▶ Entries supplied
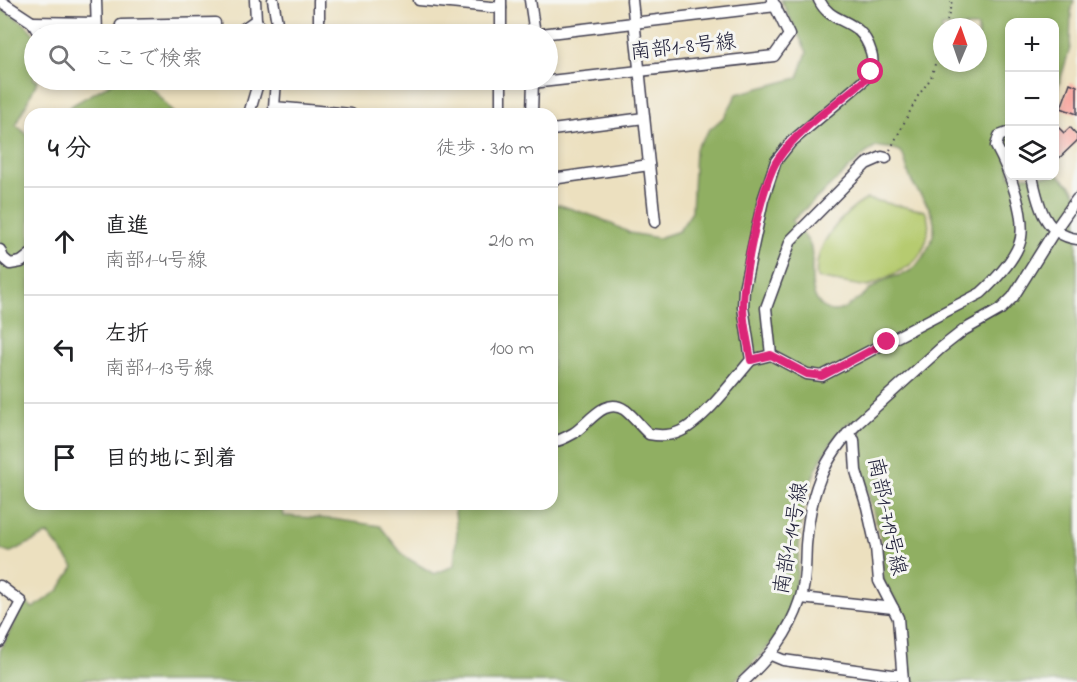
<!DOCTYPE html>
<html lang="ja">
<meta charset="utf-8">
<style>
:root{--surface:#fff;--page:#f6f6f6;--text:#202124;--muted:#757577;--line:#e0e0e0}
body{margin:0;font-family:"Indie Flower","Klee One",sans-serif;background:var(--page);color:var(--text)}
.controls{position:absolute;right:18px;top:18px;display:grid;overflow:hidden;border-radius:12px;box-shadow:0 3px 9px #0003}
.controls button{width:54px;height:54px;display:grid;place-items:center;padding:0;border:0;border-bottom:2px solid var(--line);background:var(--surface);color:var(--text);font:30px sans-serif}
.compass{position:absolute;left:933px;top:18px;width:54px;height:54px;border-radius:50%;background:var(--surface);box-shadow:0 3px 9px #0003;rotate:2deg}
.stop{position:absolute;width:18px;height:18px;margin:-14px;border:4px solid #db2777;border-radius:50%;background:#fff}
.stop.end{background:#db2777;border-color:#fff;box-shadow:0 2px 6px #0008}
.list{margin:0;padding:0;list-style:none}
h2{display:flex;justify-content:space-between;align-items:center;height:78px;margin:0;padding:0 24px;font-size:26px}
h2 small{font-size:20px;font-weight:400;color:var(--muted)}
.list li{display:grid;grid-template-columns:39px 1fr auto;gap:18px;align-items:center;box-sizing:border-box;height:108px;padding:0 24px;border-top:2px solid var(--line)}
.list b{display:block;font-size:22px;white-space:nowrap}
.list p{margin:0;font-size:20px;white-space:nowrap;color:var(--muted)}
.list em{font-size:20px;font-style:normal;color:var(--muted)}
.icon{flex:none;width:33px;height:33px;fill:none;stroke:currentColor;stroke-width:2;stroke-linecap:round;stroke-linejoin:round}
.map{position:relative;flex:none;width:1077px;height:682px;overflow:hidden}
.search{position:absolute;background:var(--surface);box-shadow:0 3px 9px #0003;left:24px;top:24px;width:534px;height:66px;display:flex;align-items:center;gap:15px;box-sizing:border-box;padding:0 21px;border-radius:33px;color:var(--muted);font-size:22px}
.panel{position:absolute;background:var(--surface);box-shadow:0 3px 9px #0003;left:24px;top:108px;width:534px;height:402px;border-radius:18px}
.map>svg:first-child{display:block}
.green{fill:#b6cb6f;stroke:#6c7655;stroke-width:1.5}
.forest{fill:#90af62;stroke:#59684e;stroke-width:1.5;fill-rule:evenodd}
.building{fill:#f8a39b}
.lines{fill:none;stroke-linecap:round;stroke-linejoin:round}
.minor-casing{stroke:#403e4f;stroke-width:13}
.path{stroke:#403e4f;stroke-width:2;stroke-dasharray:1.5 4.5;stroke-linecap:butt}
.minor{stroke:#fff;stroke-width:10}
.route{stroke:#db2777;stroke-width:8}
.labels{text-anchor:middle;stroke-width:6;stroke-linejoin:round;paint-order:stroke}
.street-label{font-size:21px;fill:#22223b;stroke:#f6f6f2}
</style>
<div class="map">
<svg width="1077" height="682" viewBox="0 0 1077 682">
<rect width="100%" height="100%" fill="#f6f6f2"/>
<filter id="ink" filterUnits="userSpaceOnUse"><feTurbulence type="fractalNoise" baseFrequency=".0167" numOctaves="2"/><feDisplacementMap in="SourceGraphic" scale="12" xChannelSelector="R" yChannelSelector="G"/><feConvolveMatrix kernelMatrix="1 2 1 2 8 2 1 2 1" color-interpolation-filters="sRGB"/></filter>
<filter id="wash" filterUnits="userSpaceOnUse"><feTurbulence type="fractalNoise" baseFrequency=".008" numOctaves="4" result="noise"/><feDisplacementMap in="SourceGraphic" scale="24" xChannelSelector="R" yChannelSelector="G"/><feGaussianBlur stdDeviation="1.35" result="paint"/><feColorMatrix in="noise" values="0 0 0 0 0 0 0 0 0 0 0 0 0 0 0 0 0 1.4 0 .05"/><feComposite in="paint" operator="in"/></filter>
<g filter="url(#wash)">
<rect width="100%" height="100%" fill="#ece0bf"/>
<!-- green -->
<path class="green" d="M867 199 925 211C930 220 929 228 927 238 918 272 893 271 868 287L817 278C812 247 841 214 867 199Z"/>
<!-- forest -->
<g class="forest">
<path d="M781 0H1074L1071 11 1070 48 1055 97 1054 22H1010V176H1054L1055 172 1071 186 1077 195V682H908L904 617 901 608 883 581 882 543 862 472 861 432 850 421C819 450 804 492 800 533 798 556 798 579 793 602 784 635 757 660 733 682H130L86 679 78 682H0V651L25 602 33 608 59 590 74 567 48 534 9 553 0 549V7L25 24 34 34V80H38L16 125 30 137V504H282L284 516 333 519 380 526 404 556 434 574 454 566 457 531 454 504H552V204L560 205 599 218 630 233 658 238 679 231 692 212 695 149 709 130 725 116 737 94 798 78 807 52ZM942 27H978V63H942ZM876 147C911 148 900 155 911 180 918 195 933 206 934 224 935 239 925 256 916 266 906 276 895 275 883 281 867 288 843 321 824 308 805 294 815 267 811 248 809 238 797 229 792 221L866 153Z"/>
<path d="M117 80C150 80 154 90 174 114H62L74 104Z"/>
</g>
<g id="blocks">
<!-- building -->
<g class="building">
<path d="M1070 83 1077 86V114L1061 108Z"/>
<path d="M1054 123 1064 133 1070 127 1077 135V141L1054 163Z"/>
</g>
</g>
</g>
<g filter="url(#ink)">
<use href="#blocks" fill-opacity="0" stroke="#403e4f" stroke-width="1.5"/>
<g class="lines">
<!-- minor casing -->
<g class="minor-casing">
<g id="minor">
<path d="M96 0 97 34"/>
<path d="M273 0 279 34"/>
<path d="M319 0V34"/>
<path d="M419 0 501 8"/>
<path d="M501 0V34"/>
<path d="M530 0 535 34"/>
<path d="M632 0 655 222"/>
<path d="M0 1 32 22 39 34"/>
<path d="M256 20 263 34"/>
<path d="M32 22 96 23"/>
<path d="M121 34V25L215 23 216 34"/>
<path d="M236 34 256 20 255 0"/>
<path d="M541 34 776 6"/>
<path d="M276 80 274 107 351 114"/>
<path d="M501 80V114"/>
<path d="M532 83 774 56 789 35 772 0"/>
<path d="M249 114 259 80"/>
<path d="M532 114 533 80"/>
<path d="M552 130 644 118"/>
<path d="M1032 176C1038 204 1044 235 1077 239"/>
<path d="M552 179 649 165"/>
<path d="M0 250 3 258 10 264 21 262 30 255"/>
<path d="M771 355 766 308 791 240 866 164 882 157 886 158"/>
<path d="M751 360 771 355 807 374 822 376 981 293C994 281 1012 262 1019 245 1029 220 1008 168 996 146L999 136 1010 132"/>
<path d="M751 360 743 307 744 289 763 200 776 161 791 142 862 82C870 73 875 64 871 52 860 15 832 27 819 0"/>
<path d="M847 434 854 440 856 471 867 507 876 547 879 581 893 608"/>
<path d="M552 442C560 441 567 437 574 433 589 423 605 396 625 410 634 417 641 427 649 434 660 436 671 436 681 431 704 420 734 380 751 360"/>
<path d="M0 586 21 602 0 642"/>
<path d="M801 598 893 608 898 618 903 682"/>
<path d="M771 655 783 660 892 675H902"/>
<path d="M743 682C769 658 789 634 800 600 806 583 805 563 806 545 810 494 822 458 859 422L941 348 964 330 1001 309 1013 297 1055 230 1077 199"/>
</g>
</g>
<!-- path -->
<g class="path">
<path d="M946 27 952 0"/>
<path d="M890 150 918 96 931 78 942 40"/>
</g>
<!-- minor -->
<use href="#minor" class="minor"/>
</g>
</g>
<g class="lines" filter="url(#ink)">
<!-- route -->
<path class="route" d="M871 72 862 82C835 105 797 130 778 159 762 182 743 277 743 306 743 324 748 342 751 360L771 355 807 374 822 376 887 342"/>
</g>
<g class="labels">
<!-- street labels -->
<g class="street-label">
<text transform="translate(683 46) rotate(-6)" y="7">南部1-8号線</text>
<text transform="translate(888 516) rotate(78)" y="7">南部1-719号線</text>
<text transform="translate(790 538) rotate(-80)" y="7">南部1-14号線</text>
</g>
</g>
</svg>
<div class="controls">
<button>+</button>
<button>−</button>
<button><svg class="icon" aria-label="layers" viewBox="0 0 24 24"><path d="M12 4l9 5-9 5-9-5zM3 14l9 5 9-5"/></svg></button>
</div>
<svg class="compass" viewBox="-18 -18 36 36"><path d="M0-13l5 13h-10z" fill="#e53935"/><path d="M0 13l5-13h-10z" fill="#757577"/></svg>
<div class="stop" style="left:871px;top:72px"></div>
<div class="stop end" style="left:887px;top:342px"></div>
<div class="search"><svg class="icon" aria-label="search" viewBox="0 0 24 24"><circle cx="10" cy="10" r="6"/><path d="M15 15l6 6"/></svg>ここで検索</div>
<section class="panel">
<h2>4 分<small>徒歩 · 310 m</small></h2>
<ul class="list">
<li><svg class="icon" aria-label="ahead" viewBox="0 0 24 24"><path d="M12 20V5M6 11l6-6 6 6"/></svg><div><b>直進</b><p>南部1-4号線</p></div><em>210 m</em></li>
<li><svg class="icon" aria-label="left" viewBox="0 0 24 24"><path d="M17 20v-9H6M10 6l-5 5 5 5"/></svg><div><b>左折</b><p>南部1-13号線</p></div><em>100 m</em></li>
<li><svg class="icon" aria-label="arrive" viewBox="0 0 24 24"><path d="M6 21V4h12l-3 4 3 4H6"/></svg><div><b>目的地に到着</b></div></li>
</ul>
</section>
</div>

▶ Assignment
If a line above holds the word "userSpaceOnUse", copy it.

▶ Written response
<filter id="ink" filterUnits="userSpaceOnUse"><feTurbulence type="fractalNoise" baseFrequency=".0167" numOctaves="2"/><feDisplacementMap in="SourceGraphic" scale="12" xChannelSelector="R" yChannelSelector="G"/><feConvolveMatrix kernelMatrix="1 2 1 2 8 2 1 2 1" color-interpolation-filters="sRGB"/></filter>
<filter id="wash" filterUnits="userSpaceOnUse"><feTurbulence type="fractalNoise" baseFrequency=".008" numOctaves="4" result="noise"/><feDisplacementMap in="SourceGraphic" scale="24" xChannelSelector="R" yChannelSelector="G"/><feGaussianBlur stdDeviation="1.35" result="paint"/><feColorMatrix in="noise" values="0 0 0 0 0 0 0 0 0 0 0 0 0 0 0 0 0 1.4 0 .05"/><feComposite in="paint" operator="in"/></filter>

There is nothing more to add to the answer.